Extracted entries below:

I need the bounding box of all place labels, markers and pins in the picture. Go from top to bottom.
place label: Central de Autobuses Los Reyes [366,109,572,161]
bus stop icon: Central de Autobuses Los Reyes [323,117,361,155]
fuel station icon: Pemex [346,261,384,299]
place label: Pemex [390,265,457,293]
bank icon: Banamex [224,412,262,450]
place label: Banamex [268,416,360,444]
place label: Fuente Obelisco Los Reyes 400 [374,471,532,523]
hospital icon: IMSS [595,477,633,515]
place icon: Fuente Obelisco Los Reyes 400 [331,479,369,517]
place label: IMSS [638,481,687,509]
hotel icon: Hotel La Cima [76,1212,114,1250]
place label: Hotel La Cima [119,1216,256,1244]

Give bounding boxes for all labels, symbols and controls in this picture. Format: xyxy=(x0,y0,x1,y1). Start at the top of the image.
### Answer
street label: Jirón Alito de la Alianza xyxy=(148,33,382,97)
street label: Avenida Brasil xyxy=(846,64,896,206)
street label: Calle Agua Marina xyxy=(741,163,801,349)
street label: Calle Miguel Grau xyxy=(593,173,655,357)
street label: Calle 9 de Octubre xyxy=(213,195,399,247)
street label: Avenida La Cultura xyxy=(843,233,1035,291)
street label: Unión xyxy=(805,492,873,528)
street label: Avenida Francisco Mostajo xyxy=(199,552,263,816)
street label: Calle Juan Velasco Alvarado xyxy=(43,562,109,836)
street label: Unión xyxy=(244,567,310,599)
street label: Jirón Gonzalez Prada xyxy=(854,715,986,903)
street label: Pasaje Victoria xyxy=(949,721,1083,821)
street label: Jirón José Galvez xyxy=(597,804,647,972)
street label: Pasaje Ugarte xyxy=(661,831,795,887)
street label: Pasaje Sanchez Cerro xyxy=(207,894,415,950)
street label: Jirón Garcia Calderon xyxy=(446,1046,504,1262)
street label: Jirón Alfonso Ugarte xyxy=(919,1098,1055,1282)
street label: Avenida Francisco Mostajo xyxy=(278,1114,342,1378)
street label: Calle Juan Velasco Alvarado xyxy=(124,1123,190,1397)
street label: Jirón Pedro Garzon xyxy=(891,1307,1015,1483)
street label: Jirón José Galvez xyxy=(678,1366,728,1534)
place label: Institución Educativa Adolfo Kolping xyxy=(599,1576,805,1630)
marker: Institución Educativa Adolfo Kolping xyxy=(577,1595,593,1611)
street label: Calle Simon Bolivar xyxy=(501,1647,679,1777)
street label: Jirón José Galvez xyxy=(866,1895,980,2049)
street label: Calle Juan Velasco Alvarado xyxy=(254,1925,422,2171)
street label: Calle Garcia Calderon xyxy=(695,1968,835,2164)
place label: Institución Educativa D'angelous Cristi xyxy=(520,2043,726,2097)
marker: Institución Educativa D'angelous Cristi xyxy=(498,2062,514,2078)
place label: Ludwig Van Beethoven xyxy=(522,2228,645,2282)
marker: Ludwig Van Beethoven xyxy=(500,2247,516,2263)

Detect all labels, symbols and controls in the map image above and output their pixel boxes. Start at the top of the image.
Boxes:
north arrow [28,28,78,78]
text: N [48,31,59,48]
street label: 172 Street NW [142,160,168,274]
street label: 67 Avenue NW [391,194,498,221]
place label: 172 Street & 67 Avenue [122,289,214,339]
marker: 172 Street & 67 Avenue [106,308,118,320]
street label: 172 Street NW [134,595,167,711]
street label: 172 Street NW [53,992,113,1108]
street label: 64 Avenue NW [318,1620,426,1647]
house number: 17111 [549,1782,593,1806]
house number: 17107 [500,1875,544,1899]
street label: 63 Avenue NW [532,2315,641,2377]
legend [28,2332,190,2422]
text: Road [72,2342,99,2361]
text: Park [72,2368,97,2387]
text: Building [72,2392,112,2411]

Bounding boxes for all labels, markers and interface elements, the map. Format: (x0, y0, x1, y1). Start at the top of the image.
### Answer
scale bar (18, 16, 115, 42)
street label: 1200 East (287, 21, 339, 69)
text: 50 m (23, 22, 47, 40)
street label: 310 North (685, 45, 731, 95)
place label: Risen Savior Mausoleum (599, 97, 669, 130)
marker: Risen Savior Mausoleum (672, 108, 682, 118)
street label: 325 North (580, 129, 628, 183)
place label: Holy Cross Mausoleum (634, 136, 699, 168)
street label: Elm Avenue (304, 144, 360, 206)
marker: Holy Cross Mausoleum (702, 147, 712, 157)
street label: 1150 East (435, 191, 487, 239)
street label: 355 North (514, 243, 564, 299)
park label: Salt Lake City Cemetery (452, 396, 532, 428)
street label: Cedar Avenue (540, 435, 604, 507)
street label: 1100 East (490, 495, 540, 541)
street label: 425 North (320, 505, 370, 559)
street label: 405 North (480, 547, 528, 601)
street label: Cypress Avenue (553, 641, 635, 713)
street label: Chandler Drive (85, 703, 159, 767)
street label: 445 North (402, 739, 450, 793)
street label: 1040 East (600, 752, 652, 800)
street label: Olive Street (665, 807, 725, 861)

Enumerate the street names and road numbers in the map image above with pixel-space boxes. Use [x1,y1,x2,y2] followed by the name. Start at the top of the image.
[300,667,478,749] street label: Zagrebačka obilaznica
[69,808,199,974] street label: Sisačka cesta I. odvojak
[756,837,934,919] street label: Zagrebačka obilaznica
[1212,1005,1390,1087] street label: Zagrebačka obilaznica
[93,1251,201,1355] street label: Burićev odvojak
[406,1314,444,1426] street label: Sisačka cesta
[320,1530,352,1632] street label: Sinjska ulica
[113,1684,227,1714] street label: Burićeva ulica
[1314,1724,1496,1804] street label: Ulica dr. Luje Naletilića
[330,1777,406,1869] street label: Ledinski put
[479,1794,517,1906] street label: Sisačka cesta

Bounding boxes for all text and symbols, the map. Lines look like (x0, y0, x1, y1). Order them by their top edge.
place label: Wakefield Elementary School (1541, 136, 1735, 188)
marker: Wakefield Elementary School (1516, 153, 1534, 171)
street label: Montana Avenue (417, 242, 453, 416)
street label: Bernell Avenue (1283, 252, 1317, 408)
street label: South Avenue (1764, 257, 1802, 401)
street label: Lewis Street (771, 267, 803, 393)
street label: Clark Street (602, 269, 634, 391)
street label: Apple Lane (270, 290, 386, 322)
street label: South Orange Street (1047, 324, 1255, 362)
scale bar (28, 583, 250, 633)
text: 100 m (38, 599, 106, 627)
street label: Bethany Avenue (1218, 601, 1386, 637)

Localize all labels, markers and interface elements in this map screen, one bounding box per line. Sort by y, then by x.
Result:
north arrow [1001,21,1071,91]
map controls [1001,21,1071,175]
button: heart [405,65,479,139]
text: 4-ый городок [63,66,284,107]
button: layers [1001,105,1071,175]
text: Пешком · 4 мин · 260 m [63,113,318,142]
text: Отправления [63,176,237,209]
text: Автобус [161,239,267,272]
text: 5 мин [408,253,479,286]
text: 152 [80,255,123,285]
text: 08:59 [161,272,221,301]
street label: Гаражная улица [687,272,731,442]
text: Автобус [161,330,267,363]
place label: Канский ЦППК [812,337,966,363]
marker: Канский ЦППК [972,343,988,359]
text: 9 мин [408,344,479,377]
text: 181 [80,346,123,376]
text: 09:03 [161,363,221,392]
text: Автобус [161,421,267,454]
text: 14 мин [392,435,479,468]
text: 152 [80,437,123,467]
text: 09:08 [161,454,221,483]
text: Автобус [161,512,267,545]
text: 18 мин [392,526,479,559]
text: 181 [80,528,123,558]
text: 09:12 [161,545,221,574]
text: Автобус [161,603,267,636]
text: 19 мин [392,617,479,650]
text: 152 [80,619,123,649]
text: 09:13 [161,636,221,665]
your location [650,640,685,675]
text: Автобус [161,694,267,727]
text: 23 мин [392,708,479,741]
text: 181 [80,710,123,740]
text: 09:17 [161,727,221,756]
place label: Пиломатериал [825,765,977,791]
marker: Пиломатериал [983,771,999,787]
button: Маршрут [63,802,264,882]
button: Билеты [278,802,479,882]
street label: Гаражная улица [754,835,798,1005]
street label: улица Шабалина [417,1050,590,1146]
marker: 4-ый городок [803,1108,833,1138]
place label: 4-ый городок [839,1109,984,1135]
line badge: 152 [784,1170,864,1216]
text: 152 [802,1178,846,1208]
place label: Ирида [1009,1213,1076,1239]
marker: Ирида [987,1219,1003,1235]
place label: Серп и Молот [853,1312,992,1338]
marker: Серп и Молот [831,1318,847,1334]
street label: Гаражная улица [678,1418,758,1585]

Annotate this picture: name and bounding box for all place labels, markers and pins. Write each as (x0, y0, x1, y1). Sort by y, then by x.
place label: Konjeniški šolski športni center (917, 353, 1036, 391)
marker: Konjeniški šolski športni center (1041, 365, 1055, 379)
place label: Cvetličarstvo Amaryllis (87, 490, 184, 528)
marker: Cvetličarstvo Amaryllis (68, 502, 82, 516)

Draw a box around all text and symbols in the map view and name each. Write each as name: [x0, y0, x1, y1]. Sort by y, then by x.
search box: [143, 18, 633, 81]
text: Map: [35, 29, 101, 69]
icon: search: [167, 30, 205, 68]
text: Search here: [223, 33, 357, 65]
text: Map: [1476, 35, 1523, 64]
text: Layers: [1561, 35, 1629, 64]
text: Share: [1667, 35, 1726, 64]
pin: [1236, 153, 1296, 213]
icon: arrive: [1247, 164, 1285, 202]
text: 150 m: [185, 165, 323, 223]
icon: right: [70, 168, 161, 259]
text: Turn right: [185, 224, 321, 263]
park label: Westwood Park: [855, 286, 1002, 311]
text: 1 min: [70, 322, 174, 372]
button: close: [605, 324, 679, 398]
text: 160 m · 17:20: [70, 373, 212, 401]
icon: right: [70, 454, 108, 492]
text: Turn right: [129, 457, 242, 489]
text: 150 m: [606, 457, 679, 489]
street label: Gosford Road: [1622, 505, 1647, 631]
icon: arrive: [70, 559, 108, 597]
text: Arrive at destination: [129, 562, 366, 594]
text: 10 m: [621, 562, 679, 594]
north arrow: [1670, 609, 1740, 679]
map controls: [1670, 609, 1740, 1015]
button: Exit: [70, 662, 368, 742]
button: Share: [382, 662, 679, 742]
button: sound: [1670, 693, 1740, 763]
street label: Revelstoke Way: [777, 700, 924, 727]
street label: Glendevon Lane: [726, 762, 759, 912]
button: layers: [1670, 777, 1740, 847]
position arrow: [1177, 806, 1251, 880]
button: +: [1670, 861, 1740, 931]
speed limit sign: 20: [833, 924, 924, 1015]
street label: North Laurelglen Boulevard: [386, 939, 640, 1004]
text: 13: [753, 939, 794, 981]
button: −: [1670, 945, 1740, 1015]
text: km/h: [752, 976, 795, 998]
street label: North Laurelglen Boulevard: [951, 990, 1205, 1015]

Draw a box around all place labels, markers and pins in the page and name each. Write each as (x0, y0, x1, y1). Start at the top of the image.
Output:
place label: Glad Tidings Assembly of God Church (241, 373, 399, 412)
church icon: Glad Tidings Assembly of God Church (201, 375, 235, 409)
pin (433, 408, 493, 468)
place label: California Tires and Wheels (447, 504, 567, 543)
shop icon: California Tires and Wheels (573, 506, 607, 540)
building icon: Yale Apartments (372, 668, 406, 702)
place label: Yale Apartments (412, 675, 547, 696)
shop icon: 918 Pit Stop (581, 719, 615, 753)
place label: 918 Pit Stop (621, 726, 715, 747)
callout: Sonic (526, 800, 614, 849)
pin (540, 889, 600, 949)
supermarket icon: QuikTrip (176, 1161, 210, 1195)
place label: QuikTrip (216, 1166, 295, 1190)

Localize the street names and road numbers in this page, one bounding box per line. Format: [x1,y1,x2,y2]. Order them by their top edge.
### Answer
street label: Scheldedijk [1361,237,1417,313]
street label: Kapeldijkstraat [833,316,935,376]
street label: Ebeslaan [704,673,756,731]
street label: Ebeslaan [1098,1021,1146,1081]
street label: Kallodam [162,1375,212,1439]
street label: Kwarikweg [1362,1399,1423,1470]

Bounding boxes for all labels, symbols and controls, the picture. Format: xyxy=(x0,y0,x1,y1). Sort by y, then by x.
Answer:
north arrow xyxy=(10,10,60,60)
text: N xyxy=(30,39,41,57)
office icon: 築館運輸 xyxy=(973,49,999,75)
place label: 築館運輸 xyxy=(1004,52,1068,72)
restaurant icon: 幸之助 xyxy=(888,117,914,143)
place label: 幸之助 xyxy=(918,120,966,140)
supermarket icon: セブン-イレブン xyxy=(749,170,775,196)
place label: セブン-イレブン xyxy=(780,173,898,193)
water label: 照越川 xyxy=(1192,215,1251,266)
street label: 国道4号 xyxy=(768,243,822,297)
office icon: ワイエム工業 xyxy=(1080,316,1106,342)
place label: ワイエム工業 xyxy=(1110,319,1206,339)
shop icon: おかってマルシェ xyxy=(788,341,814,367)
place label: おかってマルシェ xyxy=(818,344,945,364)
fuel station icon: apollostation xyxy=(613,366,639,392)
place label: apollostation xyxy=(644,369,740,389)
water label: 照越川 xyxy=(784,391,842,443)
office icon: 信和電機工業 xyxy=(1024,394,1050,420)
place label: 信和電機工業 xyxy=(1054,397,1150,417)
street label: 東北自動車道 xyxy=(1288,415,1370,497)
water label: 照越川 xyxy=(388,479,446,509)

End of Extracted entries.

*Work instructions*:
Read through the entries above, and wherever a line holds the string "interface", copy it.

*Written solution*:
Bounding boxes for all labels, markers and interface elements, the map. Format: (x0, y0, x1, y1). Start at the top of the image.
Localize all labels, markers and interface elements in this map screen, one bounding box per line. Sort by y, then by x.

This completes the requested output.